The question is: are all these screen-based activities equally passive or brain-melting?  The slightly terrifying risk is that, especially with the advent of touchscreens, the impact of these technologies on this generation of children will only be measurable after you take the parenting gamble of letting them or not letting them use the tech.  Mat Honan, the Wired writer behind this piece, seems pretty heavily in the Sherry Turkle camp that these technologies make us “more connected and more isolated at the same time” (68).

Coincidentally, this article comes pretty close to a recent change to the iTunes store to make in-app purchases more difficult, because many parents have had problems with their children making purchases while playing games on their phones or tablets.  Whether these activities are good or bad, they certainly carry a unique set of risks.  (Do you KNOW how quickly buying boosters in Pet Rescue adds up? I don’t. Of course not.
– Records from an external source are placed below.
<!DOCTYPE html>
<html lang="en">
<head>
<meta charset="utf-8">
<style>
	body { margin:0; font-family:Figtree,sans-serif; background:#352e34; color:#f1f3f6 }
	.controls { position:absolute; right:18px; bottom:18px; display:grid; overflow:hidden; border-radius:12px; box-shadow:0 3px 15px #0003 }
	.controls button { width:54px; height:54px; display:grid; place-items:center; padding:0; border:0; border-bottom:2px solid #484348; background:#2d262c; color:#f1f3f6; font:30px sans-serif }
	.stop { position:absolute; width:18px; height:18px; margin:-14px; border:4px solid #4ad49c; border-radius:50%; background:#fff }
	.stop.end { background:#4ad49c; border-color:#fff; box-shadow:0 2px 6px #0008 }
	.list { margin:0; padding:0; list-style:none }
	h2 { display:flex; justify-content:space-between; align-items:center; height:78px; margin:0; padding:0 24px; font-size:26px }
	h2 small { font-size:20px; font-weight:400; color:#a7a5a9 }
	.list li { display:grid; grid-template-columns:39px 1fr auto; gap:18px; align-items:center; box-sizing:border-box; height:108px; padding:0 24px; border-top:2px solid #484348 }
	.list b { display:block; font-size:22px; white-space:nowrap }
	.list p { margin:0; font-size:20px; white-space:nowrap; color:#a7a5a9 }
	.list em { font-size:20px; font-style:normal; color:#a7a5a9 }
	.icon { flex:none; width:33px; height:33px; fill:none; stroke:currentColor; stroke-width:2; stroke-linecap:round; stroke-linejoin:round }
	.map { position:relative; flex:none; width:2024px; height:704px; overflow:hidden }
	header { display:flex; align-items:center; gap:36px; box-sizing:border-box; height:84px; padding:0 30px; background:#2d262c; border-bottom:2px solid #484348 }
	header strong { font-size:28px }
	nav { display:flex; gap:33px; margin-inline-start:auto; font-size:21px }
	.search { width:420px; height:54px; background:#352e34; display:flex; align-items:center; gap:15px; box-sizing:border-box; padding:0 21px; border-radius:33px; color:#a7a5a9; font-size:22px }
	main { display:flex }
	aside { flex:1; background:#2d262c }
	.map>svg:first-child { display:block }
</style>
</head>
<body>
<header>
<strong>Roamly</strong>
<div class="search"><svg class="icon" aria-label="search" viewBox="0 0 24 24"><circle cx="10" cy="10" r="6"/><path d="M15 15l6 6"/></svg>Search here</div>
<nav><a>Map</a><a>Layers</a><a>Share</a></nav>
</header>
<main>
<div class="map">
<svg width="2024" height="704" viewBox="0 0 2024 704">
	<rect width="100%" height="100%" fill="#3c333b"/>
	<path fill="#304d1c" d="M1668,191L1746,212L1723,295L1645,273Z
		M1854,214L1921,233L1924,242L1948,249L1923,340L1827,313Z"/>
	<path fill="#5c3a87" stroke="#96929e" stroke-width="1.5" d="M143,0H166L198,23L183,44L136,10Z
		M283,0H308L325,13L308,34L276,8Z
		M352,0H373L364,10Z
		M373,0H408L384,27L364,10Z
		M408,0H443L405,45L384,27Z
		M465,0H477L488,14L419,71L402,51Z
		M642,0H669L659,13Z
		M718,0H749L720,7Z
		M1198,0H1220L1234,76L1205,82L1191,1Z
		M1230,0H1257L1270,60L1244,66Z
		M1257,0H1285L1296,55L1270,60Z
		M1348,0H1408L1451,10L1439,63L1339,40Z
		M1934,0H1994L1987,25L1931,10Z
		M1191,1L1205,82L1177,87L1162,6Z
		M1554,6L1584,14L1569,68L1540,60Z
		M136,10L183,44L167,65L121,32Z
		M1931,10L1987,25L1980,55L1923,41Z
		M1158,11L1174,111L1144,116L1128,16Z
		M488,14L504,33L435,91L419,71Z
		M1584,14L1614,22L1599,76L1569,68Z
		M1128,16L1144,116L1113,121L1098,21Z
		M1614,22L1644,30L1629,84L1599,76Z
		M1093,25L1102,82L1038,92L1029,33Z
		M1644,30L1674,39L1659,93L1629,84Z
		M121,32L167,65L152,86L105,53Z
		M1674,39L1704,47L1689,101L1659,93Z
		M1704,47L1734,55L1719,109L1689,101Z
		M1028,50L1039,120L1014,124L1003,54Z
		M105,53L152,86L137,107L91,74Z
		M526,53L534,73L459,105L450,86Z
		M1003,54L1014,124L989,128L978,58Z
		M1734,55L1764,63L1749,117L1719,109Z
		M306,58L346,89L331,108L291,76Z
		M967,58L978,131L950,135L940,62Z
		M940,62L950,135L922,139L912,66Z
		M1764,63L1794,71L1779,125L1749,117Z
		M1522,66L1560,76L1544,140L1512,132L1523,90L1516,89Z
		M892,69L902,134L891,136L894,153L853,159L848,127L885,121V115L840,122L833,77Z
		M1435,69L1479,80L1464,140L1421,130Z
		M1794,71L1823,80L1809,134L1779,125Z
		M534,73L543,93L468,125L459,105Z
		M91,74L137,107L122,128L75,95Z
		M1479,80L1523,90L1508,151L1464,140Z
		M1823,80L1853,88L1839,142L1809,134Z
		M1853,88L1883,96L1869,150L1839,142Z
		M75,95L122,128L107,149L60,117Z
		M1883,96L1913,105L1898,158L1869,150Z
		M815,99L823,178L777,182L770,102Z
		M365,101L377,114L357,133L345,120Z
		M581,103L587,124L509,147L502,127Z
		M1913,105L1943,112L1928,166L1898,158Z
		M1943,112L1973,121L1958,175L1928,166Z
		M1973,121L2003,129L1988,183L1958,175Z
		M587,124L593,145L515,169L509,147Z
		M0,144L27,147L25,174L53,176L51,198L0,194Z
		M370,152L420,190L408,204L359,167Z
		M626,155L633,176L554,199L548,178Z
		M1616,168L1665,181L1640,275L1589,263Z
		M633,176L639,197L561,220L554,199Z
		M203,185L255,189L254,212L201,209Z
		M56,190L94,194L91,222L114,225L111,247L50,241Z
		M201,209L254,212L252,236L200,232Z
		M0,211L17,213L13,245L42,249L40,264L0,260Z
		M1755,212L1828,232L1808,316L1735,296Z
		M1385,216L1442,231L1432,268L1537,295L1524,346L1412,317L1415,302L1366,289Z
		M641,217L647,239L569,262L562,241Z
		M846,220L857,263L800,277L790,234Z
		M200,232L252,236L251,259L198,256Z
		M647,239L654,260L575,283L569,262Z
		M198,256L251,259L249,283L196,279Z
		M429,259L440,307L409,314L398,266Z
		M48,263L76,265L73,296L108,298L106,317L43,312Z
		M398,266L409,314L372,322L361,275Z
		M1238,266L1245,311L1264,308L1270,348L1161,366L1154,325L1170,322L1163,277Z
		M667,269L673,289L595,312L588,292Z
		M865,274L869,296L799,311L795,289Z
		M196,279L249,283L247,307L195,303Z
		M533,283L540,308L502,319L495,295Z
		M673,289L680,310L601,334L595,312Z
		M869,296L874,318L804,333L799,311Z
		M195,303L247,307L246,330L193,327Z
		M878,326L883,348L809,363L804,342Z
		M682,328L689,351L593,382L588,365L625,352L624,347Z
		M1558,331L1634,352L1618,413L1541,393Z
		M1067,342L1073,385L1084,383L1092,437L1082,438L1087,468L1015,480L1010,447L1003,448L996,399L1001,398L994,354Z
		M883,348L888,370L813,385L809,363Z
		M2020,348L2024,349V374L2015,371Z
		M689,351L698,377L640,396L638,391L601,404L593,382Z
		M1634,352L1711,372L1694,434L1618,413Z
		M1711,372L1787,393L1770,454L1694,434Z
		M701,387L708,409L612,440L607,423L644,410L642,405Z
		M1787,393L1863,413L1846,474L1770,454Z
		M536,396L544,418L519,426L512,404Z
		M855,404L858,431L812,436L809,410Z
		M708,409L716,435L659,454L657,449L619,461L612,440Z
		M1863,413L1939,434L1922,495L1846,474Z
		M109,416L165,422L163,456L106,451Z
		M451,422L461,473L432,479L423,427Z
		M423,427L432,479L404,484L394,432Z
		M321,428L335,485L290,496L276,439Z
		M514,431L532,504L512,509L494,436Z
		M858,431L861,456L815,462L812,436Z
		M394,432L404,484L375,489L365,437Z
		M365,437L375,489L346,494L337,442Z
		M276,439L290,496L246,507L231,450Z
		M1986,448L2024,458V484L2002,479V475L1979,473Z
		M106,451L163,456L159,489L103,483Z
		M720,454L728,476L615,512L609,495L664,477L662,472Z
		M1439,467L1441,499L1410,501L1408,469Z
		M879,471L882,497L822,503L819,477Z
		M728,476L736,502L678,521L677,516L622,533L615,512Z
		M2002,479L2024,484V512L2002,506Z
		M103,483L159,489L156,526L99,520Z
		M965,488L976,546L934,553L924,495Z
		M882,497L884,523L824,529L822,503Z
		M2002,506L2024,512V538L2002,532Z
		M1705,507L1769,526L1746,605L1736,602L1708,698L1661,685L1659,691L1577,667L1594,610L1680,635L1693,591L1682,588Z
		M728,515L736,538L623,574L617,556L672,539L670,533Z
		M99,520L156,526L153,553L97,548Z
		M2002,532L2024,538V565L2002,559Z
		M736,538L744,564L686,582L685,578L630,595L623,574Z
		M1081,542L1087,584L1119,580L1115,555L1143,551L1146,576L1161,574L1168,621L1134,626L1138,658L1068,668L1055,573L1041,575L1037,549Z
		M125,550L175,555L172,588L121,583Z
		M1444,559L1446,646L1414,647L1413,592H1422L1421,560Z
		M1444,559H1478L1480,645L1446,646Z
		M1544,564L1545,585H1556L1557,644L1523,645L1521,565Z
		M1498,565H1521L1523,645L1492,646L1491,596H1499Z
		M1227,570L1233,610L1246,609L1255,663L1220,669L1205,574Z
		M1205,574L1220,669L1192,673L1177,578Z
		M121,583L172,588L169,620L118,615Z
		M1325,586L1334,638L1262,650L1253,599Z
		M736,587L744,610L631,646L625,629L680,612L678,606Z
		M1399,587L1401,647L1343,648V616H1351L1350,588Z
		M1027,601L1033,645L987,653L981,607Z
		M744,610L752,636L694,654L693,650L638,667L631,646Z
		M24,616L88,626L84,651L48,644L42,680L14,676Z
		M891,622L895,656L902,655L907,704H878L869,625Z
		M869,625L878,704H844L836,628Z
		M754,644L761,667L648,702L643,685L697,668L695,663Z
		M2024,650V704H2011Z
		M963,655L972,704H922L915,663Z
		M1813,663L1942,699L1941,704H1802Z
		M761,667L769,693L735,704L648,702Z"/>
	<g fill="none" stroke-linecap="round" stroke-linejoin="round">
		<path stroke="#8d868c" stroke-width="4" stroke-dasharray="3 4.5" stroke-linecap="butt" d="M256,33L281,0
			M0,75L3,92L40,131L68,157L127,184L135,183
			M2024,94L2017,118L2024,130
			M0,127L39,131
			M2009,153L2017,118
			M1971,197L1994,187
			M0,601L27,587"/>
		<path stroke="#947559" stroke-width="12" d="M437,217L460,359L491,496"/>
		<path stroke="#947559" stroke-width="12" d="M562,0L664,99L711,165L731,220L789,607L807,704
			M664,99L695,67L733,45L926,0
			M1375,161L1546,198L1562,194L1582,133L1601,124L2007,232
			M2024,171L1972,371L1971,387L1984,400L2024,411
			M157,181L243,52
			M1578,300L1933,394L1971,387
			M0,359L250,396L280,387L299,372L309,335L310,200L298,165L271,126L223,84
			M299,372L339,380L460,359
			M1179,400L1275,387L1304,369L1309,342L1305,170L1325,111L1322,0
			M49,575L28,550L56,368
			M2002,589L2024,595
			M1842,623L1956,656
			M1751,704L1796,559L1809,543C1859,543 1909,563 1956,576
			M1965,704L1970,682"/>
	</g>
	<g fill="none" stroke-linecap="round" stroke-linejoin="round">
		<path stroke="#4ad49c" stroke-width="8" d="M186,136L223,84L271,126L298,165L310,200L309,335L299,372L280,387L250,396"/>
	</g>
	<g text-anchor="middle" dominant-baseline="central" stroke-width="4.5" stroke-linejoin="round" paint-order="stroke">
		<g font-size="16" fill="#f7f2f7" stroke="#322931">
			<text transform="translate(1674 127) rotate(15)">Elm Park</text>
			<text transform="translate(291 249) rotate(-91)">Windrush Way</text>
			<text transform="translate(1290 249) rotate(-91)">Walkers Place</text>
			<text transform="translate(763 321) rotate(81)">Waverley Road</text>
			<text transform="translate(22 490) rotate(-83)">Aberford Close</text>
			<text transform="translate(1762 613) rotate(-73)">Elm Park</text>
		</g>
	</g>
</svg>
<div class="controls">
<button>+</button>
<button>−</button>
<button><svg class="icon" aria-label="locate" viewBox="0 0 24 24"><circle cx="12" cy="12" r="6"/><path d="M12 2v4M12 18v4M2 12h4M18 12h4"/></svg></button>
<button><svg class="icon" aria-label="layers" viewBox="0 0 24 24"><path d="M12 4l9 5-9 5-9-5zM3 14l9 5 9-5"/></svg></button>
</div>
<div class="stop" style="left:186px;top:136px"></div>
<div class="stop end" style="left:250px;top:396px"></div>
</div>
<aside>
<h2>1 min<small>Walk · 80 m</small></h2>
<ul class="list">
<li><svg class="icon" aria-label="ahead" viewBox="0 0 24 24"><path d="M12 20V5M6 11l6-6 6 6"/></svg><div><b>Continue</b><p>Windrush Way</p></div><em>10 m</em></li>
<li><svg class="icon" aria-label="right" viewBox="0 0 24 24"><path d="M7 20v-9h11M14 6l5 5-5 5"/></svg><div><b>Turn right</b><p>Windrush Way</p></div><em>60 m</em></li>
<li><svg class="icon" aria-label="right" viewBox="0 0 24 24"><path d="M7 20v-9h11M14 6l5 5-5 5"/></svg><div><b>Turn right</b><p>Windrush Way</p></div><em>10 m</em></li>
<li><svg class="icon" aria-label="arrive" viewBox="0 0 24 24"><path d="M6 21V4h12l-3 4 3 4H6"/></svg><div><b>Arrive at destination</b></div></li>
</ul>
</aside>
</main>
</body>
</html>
Nope.)  Which means more and more parents ARE choosing to let their kids play with touchscreens.

Honan suggests moderation in letting parents decide how much screen time is too much for their kids.  Personally, I think the better question is what kind of activities the kids are doing.

Research has said for years that kids experience real benefits from watching certain kinds of shows or playing certain kinds of games.*  Not all “eyeball hours” are created equal, especially when it comes to stimulating a child’s brain.  We may not know exactly how this particular iteration will perform relative to computer learning games or children’s television shows, but it seems pessimistic to assume this new tech will be more detrimental than its predecessors.

Of course, no screen will ever be a substitute for hugging your kid or reading a bedtime story, but there’s always a difference between supplement and substitution.  And if a little screen time now frees you up for some quality physical time later, I’m not sure I see what all the panic is about.